(MATERIAL TO PROCESS)

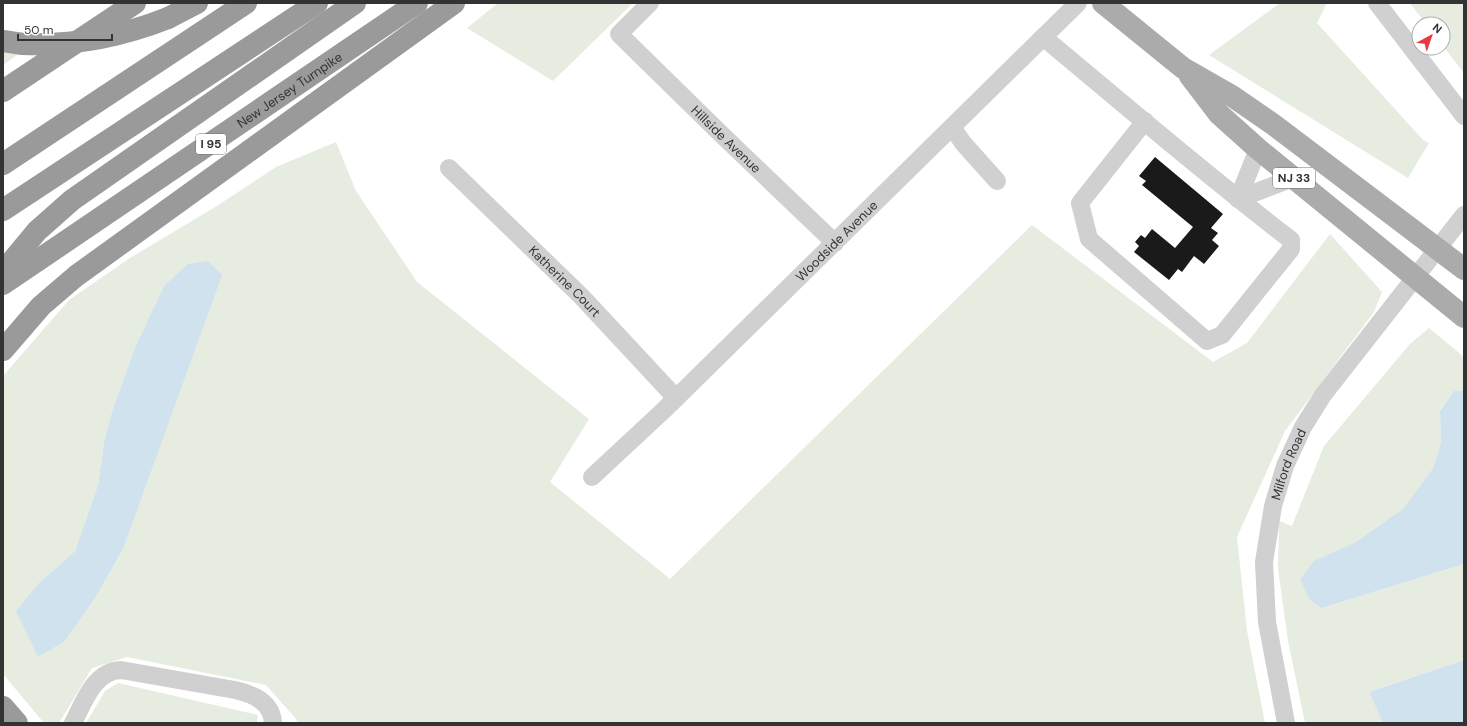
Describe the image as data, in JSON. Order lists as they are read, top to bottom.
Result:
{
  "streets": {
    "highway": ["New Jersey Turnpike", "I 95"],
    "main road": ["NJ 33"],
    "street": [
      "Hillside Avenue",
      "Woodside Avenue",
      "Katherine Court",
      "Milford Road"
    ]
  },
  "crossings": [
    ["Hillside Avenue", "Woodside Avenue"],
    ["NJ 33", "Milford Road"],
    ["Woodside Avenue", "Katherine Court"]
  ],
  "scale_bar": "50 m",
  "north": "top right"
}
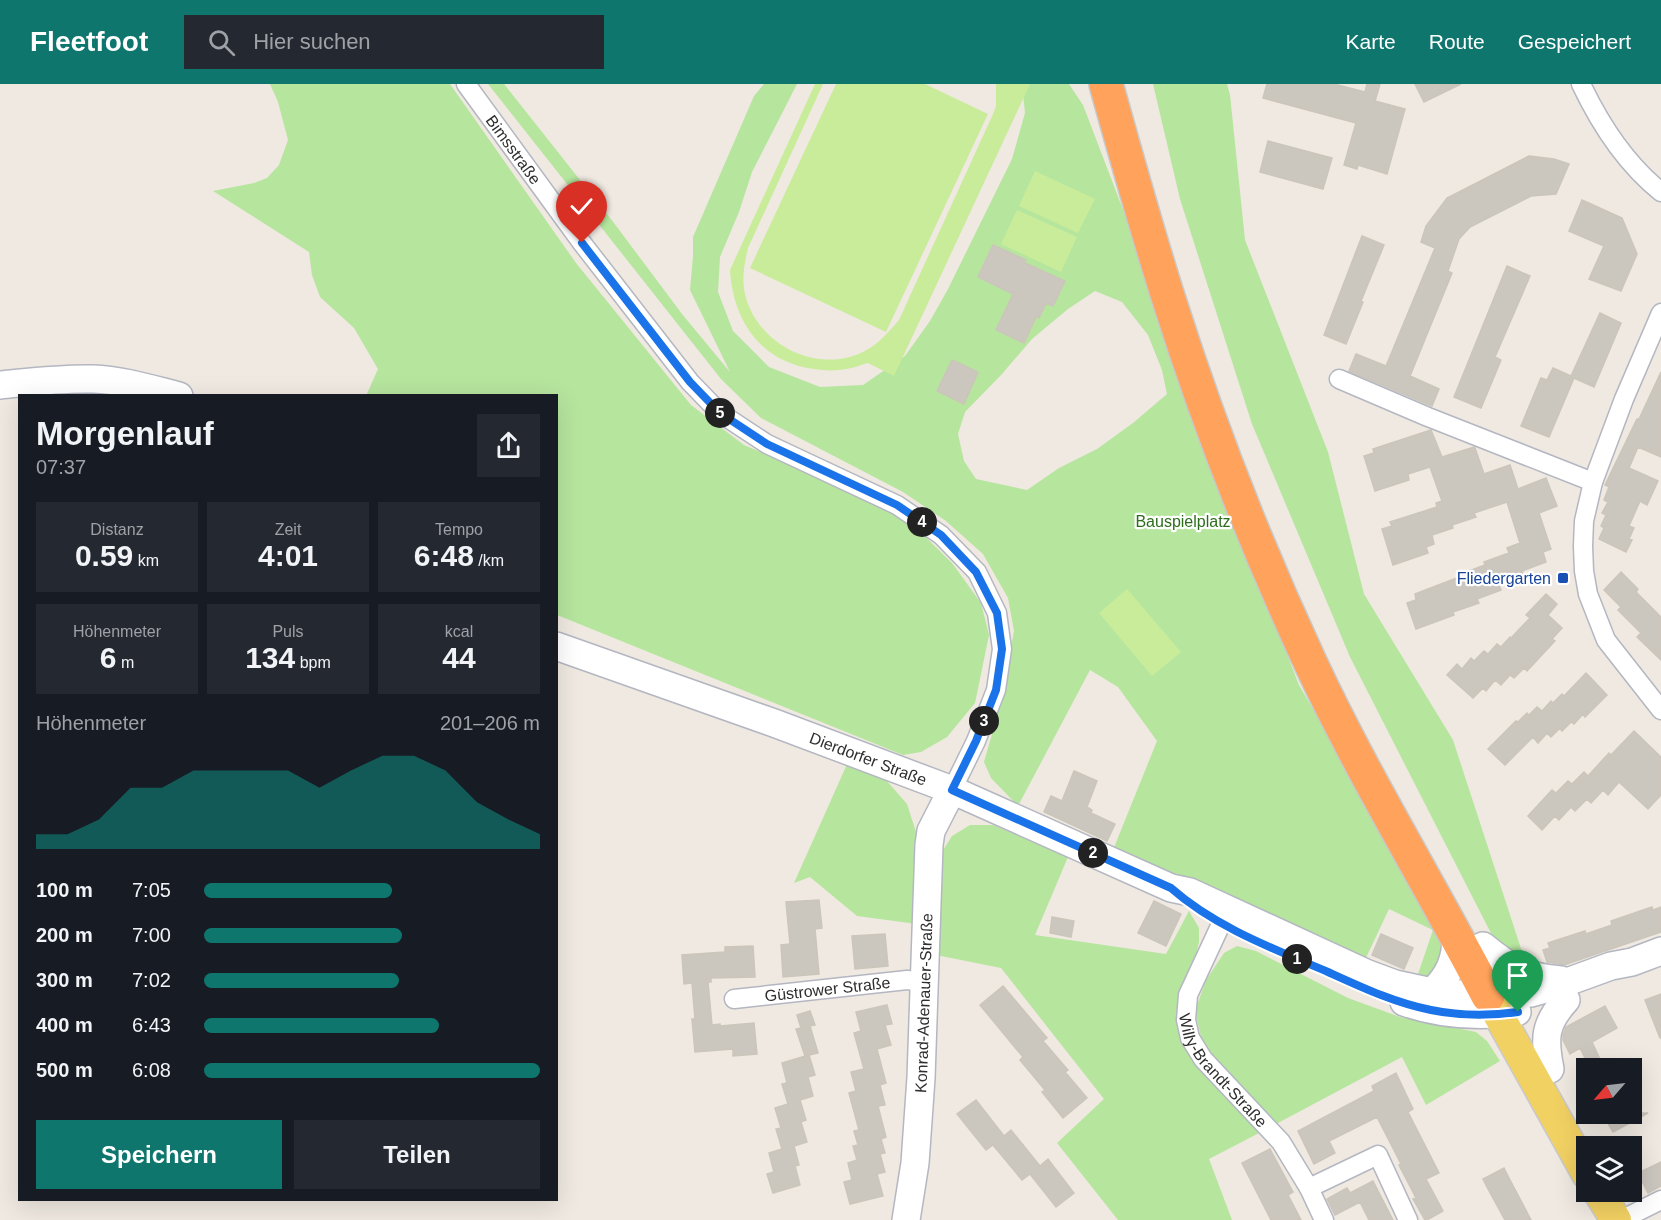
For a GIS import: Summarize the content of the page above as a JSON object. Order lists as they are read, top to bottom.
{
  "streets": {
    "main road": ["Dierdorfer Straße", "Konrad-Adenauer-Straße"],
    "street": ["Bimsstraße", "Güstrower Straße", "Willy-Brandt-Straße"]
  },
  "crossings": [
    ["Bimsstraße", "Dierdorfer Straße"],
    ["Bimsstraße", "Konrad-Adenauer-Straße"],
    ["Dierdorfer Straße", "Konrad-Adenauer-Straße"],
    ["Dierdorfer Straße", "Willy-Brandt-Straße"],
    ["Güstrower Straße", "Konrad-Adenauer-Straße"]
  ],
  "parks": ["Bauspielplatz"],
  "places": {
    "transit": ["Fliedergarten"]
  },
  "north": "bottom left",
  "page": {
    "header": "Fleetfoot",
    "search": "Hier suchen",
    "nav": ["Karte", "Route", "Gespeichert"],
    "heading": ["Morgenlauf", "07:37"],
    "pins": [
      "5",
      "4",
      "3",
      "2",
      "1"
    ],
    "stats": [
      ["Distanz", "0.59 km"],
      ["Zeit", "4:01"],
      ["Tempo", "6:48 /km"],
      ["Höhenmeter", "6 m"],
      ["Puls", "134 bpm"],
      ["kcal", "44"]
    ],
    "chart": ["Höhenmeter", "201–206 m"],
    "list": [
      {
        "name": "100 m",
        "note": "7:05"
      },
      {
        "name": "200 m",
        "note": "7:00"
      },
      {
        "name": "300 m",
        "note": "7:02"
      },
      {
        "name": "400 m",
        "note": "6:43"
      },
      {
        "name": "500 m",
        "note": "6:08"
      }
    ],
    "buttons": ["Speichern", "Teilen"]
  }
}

(End MATERIAL TO PROCESS)

◆ WHAT NEEDS TO BE DONE ◆
Whenever a line above includes the string "they", copy it.

◆ EXPECTED OUTPUT ◆
Describe the image as data, in JSON. Order lists as they are read, top to bottom.
For a GIS import: Summarize the content of the page above as a JSON object. Order lists as they are read, top to bottom.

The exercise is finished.